JW: I’m wondering if you have any comment on this recent report on the costs of colleges.

ACL: It's a fascinating list, and I hope it helps draw attention to the fact that financial aid packages are not created equally. But it also shows that prices are rising rapidly, especially in state-supported institutions. I suppose it's better to cut funding to universities than health care for poor children, but it's shame that governments have to make that choice.

The average percentage changes for every class of institution are so far above wage increases and investment returns that they are not sustainable, certainly not if we want college to be something that's open to anyone who can do the work.


JW: You’re a general advocate for greater financial literacy. What are the key things people should know that they don’t?

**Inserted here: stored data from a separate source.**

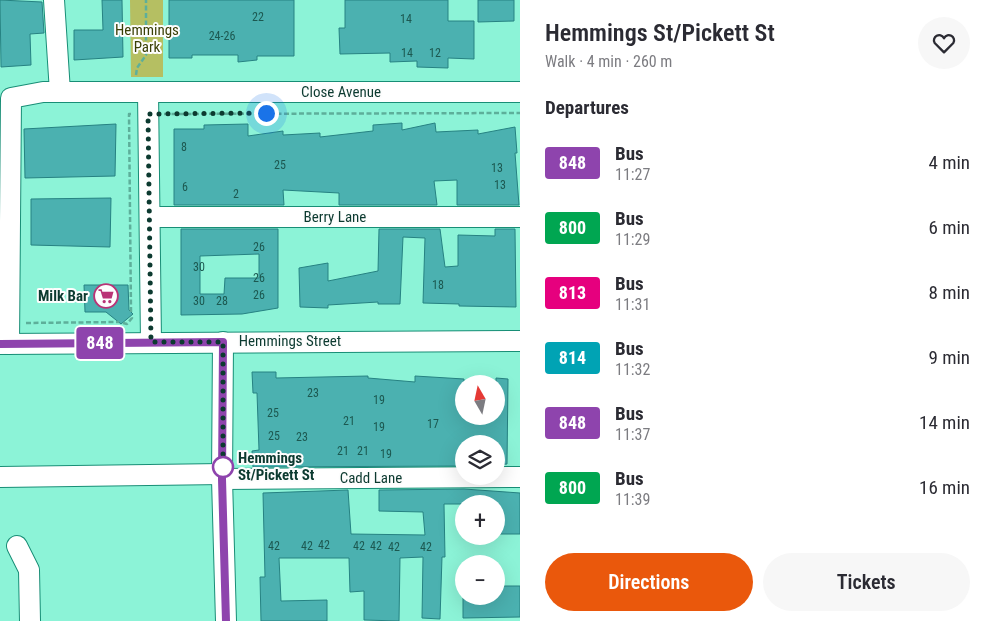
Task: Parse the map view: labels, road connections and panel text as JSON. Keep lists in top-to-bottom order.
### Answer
{
  "streets": {
    "street": [
      "Close Avenue",
      "Berry Lane",
      "Hemmings Street",
      "Cadd Lane"
    ]
  },
  "crossings": [
    ["Close Avenue", "Hemmings Street"]
  ],
  "parks": ["Hemmings Park"],
  "places": {
    "supermarket": ["Milk Bar"],
    "other": ["Hemmings St/Pickett St"]
  },
  "lines": ["bus line 848"],
  "house_numbers": [
    "22",
    "14",
    "24-26",
    "14",
    "12",
    "8",
    "25",
    "13",
    "13",
    "6",
    "2",
    "26",
    "30",
    "26",
    "18",
    "26",
    "30",
    "28",
    "23",
    "19",
    "25",
    "21",
    "17",
    "19",
    "25",
    "23",
    "21",
    "21",
    "19",
    "42",
    "42",
    "42",
    "42",
    "42",
    "42",
    "42"
  ],
  "north": "top",
  "page": {
    "on_map": "848",
    "heading": [
      ["Hemmings St/Pickett St", "Walk · 4 min · 260 m"],
      "Departures"
    ],
    "list": [
      {
        "mark": "848",
        "name": "Bus",
        "note": "11:27",
        "value": "4 min"
      },
      {
        "mark": "800",
        "name": "Bus",
        "note": "11:29",
        "value": "6 min"
      },
      {
        "mark": "813",
        "name": "Bus",
        "note": "11:31",
        "value": "8 min"
      },
      {
        "mark": "814",
        "name": "Bus",
        "note": "11:32",
        "value": "9 min"
      },
      {
        "mark": "848",
        "name": "Bus",
        "note": "11:37",
        "value": "14 min"
      },
      {
        "mark": "800",
        "name": "Bus",
        "note": "11:39",
        "value": "16 min"
      }
    ],
    "map_buttons": ["+", "−"],
    "buttons": ["Directions", "Tickets"]
  }
}
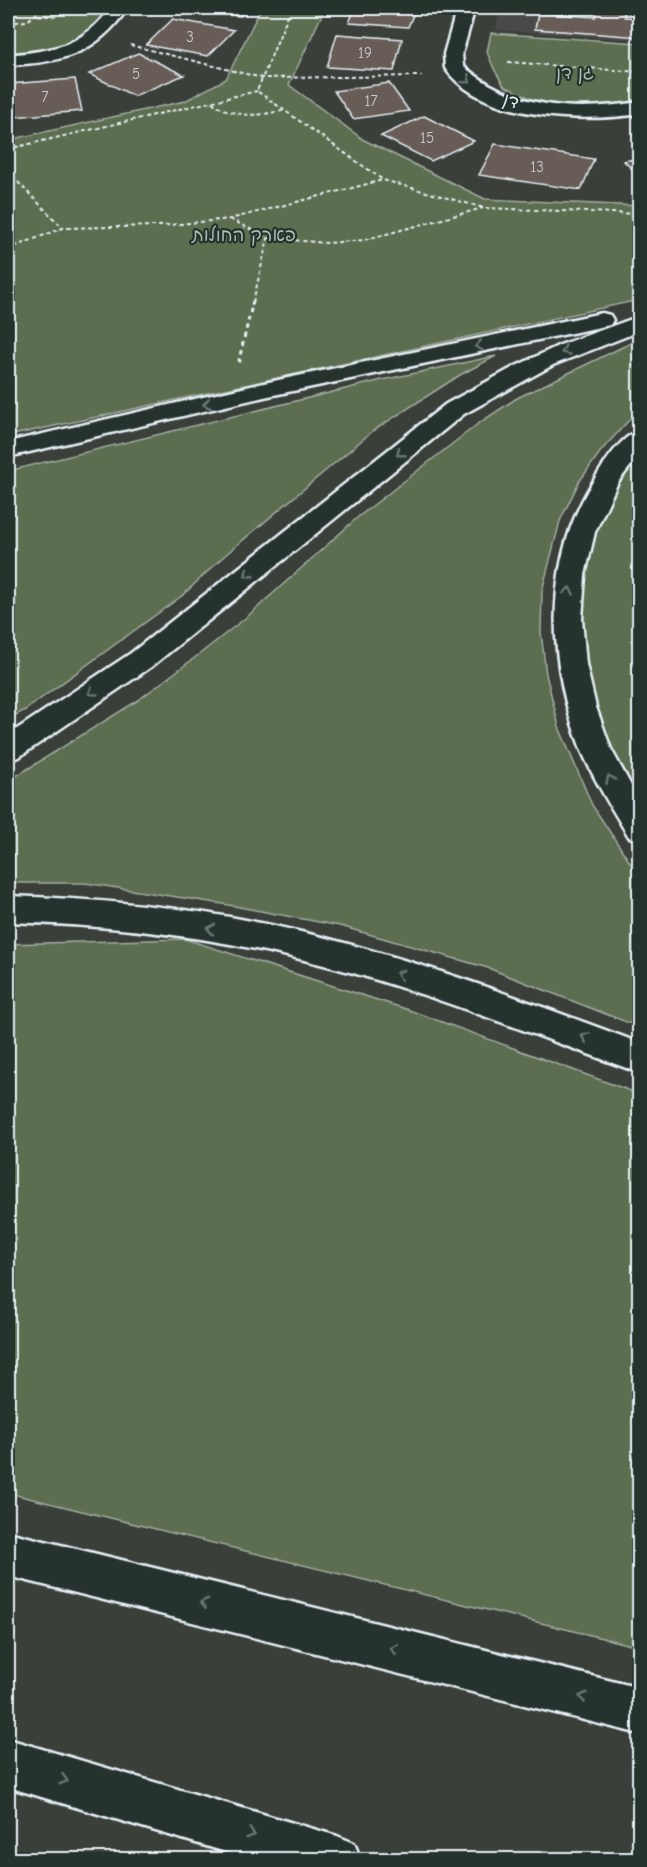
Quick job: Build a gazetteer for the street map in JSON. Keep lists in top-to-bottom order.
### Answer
{
  "streets": {
    "main road": ["דן"]
  },
  "parks": ["גן דן", "פארק החולות"],
  "house_numbers": [
    "3",
    "19",
    "5",
    "7",
    "17",
    "15",
    "13"
  ]
}
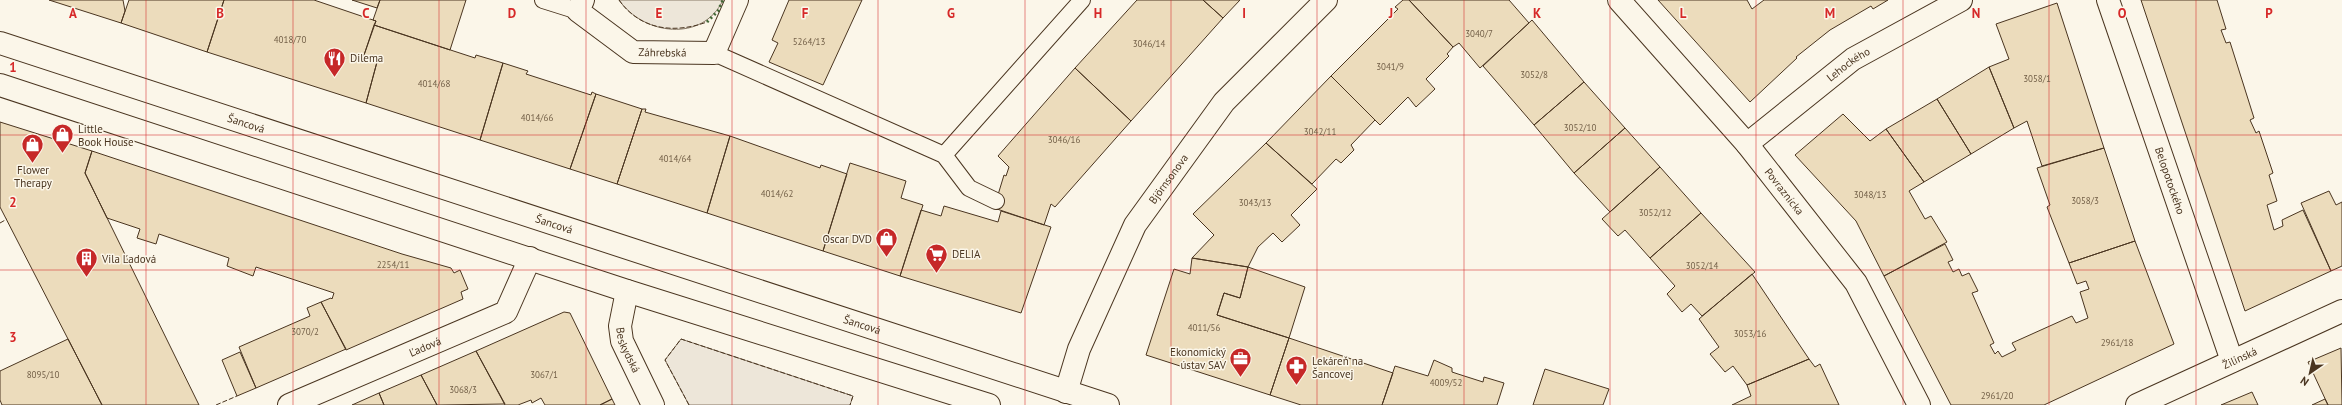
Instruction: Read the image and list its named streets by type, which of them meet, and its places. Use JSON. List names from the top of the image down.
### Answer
{
  "streets": {
    "street": [
      "Záhrebská",
      "Lehockého",
      "Šancová",
      "Björnsonova",
      "Belopotockého",
      "Povraznícka",
      "Ľadová",
      "Beskydská",
      "Žilinská"
    ]
  },
  "crossings": [
    ["Lehockého", "Povraznícka"],
    ["Šancová", "Björnsonova"],
    ["Belopotockého", "Žilinská"]
  ],
  "places": {
    "restaurant": ["Dilema"],
    "shop": ["Little Book House", "Flower Therapy", "Oscar DVD"],
    "supermarket": ["DELIA"],
    "building": ["Vila Ľadová"],
    "office": ["Ekonomický ústav SAV"],
    "pharmacy": ["Lekáreň na Šancovej"]
  },
  "house_numbers": [
    "3040/7",
    "4018/70",
    "5264/13",
    "3046/14",
    "3041/9",
    "3052/8",
    "3058/1",
    "4014/68",
    "4014/66",
    "3052/10",
    "3042/11",
    "3046/16",
    "4014/64",
    "4014/62",
    "3048/13",
    "3058/3",
    "3043/13",
    "3052/12",
    "2254/11",
    "3052/14",
    "4011/56",
    "3070/2",
    "3053/16",
    "2961/18",
    "8095/10",
    "3067/1",
    "4009/52",
    "3068/3",
    "2961/20"
  ],
  "north": "bottom left",
  "grid": {
    "columns": [
      "A",
      "B",
      "C",
      "D",
      "E",
      "F",
      "G",
      "H",
      "I",
      "J",
      "K",
      "L",
      "M",
      "N",
      "O",
      "P"
    ],
    "rows": ["1", "2", "3"]
  }
}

ACL: Oh, where to begin! We live the largest capitalist society in the history of the world, and what people don't know about money is frightening. The first is that when you borrow money to buy something, you end up paying more for it, whether it's an education or a round of beer at the bar. Pay off your credit cards! The way to screw your bank is to pay them off in full and on time.

Second, there is no magic investment. People need to diversify. Don't put all your money in tech stocks, or your house, or gold, or whatever. Have a mixture of investments. There are a lot of ways to optimize that mix, but naive diversification is much better than no diversification. Don't listen when someone tells you how much money he or she made in whatever investment, as he or she is probably lying.

As much as possible, live on less money than you make. That may be hard for people who are starting out, but if you are 40 and have a stable job and are using your credit cards to get by, you have a problem. Thrift is good! Suave really is as good as the name-brand shampoos! Every little bit of savings makes a difference.

Thanks for having me participate, John!